Un journaliste de Ici Pays basque a été victime d’une agression en pleine tribune de presse, vendredi 27 mars 2026, alors qu’il couvrait le match opposant le Stade Aurillacois au Biarritz Olympique. L’incident, survenu en direct, a poussé le club et le journaliste à déposer plainte contre les supporters responsables de cette altercation. Selon Ouest France, l’agressé et le Stade Aurillacois ont annoncé leur intention de saisir la justice pour faire cesser ces actes d’intimidation envers les médias.
Ce qu'il faut retenir
- Un journaliste agressé en direct lors d’un match de rugby à Aurillac, vendredi 27 mars 2026.
- L’incident a éclaté après la défaite du Stade Aurillacois face au Biarritz Olympique.
- Le journaliste, travaillant pour Ici Pays basque, a été pris à partie par des supporters mécontents.
- Le club et la victime ont décidé de porter plainte contre les auteurs de l’agression.
- Cet événement soulève à nouveau la question de la sécurité des journalistes dans les enceintes sportives.

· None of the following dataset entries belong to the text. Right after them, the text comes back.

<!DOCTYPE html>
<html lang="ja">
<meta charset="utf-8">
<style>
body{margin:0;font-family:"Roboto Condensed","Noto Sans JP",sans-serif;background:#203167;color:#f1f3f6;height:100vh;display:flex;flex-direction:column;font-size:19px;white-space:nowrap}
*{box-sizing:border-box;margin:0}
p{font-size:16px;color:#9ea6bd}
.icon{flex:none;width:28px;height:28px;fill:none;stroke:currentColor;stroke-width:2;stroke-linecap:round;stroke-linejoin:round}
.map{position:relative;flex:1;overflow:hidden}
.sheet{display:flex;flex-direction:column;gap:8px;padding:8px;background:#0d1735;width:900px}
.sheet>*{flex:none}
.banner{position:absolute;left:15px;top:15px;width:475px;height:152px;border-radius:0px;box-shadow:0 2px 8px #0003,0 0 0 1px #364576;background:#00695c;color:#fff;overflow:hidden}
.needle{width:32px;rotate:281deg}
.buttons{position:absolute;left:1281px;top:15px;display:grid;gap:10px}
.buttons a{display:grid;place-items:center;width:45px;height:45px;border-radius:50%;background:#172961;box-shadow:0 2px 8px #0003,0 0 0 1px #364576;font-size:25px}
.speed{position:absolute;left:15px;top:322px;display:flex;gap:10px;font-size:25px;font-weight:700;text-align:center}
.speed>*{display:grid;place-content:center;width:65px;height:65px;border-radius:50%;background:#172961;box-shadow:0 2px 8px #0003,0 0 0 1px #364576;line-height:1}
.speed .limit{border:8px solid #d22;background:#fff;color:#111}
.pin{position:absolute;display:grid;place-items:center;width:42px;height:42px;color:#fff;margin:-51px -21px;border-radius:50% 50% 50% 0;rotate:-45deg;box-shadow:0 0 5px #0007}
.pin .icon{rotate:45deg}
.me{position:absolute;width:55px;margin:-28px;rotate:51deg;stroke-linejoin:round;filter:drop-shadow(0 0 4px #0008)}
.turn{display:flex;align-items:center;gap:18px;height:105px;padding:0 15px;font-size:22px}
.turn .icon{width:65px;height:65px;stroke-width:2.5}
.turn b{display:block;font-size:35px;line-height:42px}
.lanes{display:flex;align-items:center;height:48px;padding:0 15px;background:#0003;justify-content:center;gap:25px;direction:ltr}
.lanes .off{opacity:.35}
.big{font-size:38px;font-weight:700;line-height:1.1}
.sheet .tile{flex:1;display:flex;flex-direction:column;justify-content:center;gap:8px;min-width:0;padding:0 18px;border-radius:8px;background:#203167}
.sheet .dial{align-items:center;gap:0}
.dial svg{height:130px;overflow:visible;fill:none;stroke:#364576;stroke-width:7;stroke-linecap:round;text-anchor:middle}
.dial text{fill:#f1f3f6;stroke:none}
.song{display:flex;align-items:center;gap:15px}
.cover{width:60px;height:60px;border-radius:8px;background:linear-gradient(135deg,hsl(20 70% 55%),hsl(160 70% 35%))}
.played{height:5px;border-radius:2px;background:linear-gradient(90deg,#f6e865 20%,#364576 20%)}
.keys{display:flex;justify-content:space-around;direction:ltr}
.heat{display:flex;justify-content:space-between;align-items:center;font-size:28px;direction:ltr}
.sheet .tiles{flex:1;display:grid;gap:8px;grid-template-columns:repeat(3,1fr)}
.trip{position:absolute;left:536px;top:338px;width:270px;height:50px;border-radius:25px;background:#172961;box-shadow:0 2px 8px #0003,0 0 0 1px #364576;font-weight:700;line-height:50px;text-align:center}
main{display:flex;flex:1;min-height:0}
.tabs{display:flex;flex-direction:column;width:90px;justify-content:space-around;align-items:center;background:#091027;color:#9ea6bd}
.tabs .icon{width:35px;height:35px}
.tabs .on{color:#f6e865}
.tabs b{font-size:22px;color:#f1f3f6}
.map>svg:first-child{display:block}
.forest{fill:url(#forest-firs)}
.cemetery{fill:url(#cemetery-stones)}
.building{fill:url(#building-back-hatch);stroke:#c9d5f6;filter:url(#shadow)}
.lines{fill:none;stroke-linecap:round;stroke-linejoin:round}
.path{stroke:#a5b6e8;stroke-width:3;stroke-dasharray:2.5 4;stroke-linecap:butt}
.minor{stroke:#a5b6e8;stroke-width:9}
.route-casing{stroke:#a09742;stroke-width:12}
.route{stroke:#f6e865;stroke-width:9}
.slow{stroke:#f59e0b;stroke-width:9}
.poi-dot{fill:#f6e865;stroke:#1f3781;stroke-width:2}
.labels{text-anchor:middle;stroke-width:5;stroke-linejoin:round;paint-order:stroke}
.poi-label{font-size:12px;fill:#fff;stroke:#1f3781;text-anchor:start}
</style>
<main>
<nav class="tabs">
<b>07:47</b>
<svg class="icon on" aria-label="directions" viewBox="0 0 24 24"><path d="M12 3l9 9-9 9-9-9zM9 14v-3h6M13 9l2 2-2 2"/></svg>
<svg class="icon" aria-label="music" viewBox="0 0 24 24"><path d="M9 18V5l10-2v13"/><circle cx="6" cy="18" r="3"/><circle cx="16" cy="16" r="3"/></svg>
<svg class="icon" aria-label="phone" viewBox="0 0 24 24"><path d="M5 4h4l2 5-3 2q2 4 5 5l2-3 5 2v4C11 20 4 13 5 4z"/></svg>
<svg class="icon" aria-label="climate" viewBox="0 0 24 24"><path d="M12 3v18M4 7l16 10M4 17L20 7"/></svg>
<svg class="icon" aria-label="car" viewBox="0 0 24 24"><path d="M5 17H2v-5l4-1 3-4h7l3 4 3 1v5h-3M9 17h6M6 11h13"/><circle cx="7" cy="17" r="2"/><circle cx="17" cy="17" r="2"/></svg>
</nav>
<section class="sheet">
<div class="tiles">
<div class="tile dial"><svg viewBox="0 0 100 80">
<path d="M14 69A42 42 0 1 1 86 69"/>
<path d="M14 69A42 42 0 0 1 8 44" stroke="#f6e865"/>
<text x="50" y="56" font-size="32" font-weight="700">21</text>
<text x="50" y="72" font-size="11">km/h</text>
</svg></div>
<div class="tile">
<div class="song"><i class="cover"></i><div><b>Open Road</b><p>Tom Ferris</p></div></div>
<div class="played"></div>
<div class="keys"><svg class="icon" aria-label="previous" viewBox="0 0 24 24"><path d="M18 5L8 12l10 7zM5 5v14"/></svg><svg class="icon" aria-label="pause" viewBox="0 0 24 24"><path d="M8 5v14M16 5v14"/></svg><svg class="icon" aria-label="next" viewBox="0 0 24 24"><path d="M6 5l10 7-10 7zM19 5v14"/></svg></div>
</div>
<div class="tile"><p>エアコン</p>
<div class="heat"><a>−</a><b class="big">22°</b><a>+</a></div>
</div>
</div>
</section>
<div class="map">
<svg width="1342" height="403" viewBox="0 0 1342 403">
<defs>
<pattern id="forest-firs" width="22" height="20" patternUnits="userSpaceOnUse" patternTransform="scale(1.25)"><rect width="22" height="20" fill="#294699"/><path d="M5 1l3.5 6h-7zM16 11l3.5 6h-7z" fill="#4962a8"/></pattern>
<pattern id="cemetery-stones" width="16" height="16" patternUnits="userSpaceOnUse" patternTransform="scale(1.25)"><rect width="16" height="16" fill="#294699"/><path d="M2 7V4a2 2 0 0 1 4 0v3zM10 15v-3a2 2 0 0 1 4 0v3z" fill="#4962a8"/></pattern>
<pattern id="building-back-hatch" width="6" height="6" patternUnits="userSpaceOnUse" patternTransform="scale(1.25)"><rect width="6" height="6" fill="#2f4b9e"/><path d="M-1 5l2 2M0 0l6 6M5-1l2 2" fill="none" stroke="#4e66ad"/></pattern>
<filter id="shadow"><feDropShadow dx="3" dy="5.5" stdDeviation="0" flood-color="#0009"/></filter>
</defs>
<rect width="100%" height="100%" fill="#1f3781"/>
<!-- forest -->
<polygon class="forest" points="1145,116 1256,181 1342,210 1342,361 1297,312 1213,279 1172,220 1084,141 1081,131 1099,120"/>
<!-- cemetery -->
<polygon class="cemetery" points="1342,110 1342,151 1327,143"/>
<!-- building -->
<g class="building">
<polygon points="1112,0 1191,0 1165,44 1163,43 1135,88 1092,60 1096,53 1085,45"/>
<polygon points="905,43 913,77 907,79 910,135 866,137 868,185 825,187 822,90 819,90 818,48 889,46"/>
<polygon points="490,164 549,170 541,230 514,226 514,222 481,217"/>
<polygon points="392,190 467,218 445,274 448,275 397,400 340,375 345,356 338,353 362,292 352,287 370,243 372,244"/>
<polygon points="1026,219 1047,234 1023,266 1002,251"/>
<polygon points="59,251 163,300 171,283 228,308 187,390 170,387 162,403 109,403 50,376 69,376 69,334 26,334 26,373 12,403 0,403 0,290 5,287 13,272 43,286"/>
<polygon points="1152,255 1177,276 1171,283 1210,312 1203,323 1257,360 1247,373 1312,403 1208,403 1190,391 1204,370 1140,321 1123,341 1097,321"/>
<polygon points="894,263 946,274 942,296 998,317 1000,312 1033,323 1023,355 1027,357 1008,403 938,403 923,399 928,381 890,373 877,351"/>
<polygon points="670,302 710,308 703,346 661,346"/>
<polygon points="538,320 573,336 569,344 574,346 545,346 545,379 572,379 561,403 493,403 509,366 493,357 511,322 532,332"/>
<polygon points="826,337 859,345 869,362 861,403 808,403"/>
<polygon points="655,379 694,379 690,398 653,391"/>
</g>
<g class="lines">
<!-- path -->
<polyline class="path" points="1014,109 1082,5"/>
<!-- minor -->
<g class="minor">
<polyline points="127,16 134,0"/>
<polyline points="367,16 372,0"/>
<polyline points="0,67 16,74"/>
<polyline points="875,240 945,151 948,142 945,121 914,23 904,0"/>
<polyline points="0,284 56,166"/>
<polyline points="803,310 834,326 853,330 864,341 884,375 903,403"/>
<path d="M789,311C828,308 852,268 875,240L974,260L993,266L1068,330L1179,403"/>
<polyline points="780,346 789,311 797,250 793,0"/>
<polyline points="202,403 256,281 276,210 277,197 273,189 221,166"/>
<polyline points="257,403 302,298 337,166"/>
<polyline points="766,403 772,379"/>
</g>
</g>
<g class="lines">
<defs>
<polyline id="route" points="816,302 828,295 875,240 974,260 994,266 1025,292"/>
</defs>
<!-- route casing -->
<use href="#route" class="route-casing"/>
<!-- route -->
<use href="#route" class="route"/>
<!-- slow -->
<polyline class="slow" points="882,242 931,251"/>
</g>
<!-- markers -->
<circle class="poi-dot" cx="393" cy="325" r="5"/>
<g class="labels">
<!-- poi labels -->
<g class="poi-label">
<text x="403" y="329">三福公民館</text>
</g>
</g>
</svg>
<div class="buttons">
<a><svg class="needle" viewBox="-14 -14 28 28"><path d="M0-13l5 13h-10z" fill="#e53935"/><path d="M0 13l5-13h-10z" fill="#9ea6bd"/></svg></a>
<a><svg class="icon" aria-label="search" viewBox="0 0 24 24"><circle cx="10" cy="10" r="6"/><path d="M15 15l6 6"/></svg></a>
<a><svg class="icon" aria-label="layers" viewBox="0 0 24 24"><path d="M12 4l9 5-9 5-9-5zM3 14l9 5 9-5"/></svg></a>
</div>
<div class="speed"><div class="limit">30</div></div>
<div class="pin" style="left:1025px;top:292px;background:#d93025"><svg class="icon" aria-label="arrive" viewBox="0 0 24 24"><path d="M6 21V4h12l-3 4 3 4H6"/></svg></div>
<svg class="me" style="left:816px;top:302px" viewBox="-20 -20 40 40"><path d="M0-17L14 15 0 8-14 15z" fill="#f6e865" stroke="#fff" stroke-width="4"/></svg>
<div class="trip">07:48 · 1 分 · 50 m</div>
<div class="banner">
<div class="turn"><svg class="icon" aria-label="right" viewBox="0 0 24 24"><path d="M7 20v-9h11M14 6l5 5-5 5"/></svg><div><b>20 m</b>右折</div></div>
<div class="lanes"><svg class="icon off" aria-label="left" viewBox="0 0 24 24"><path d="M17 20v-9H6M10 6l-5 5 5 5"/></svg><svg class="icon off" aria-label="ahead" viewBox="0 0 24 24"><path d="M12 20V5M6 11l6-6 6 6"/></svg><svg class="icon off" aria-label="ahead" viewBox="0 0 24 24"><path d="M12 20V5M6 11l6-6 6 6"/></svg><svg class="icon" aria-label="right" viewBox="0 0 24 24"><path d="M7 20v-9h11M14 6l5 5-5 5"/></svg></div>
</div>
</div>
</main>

Un incident en direct lors d’un match tendu
Le drame s’est joué lors de la rencontre entre le Stade Aurillacois et le Biarritz Olympique, comptant pour une compétition régionale. Selon les témoins, le journaliste d’Ici Pays basque, présent en tribune de presse, aurait manifesté un enthousiasme marqué après la défaite de son équipe favorite. Un geste qui a provoqué la colère de supporters du club local, visiblement frustrés par la performance de leur équipe. L’agressé aurait été pris à partie avant d’être violemment bousculé, puis frappé, devant les caméras et les spectateurs.
Ouest France rapporte que l’altercation a duré plusieurs minutes avant qu’un service de sécurité ne parvienne à maîtriser les individus. Le journaliste, choqué, a pu quitter les lieux sous escorte, tandis que les auteurs présumés de l’agression ont quitté le stade sans être interpellés sur place. Aucune arrestation n’a été signalée dans l’immédiat, mais le club a immédiatement condamné l’incident.
Le Stade Aurillacois et le journaliste unis dans la plainte
Dans un communiqué diffusé samedi 28 mars, le président du Stade Aurillacois a exprimé son « indignation » face à cet acte. « Nous ne tolérons aucune forme de violence envers les journalistes ou quiconque », a-t-il déclaré, avant d’ajouter que le club soutiendrait pleinement la victime dans sa démarche judiciaire. Le journaliste, de son côté, a confirmé à Ouest France qu’il porterait plainte pour « coups et blessures » et « intimidation » : «
J’étais en train d’exercer mon métier, et j’ai été attaqué sans raison. C’est inacceptable.»
Le procureur de la République d’Aurillac a été saisi, et une enquête a été ouverte pour identifier les auteurs de l’agression. Les forces de l’ordre ont lancé des recherches pour retrouver les supporters impliqués, dont les images ont été transmises aux enquêteurs. Le club a également annoncé une collaboration totale avec les autorités pour faire la lumière sur les faits.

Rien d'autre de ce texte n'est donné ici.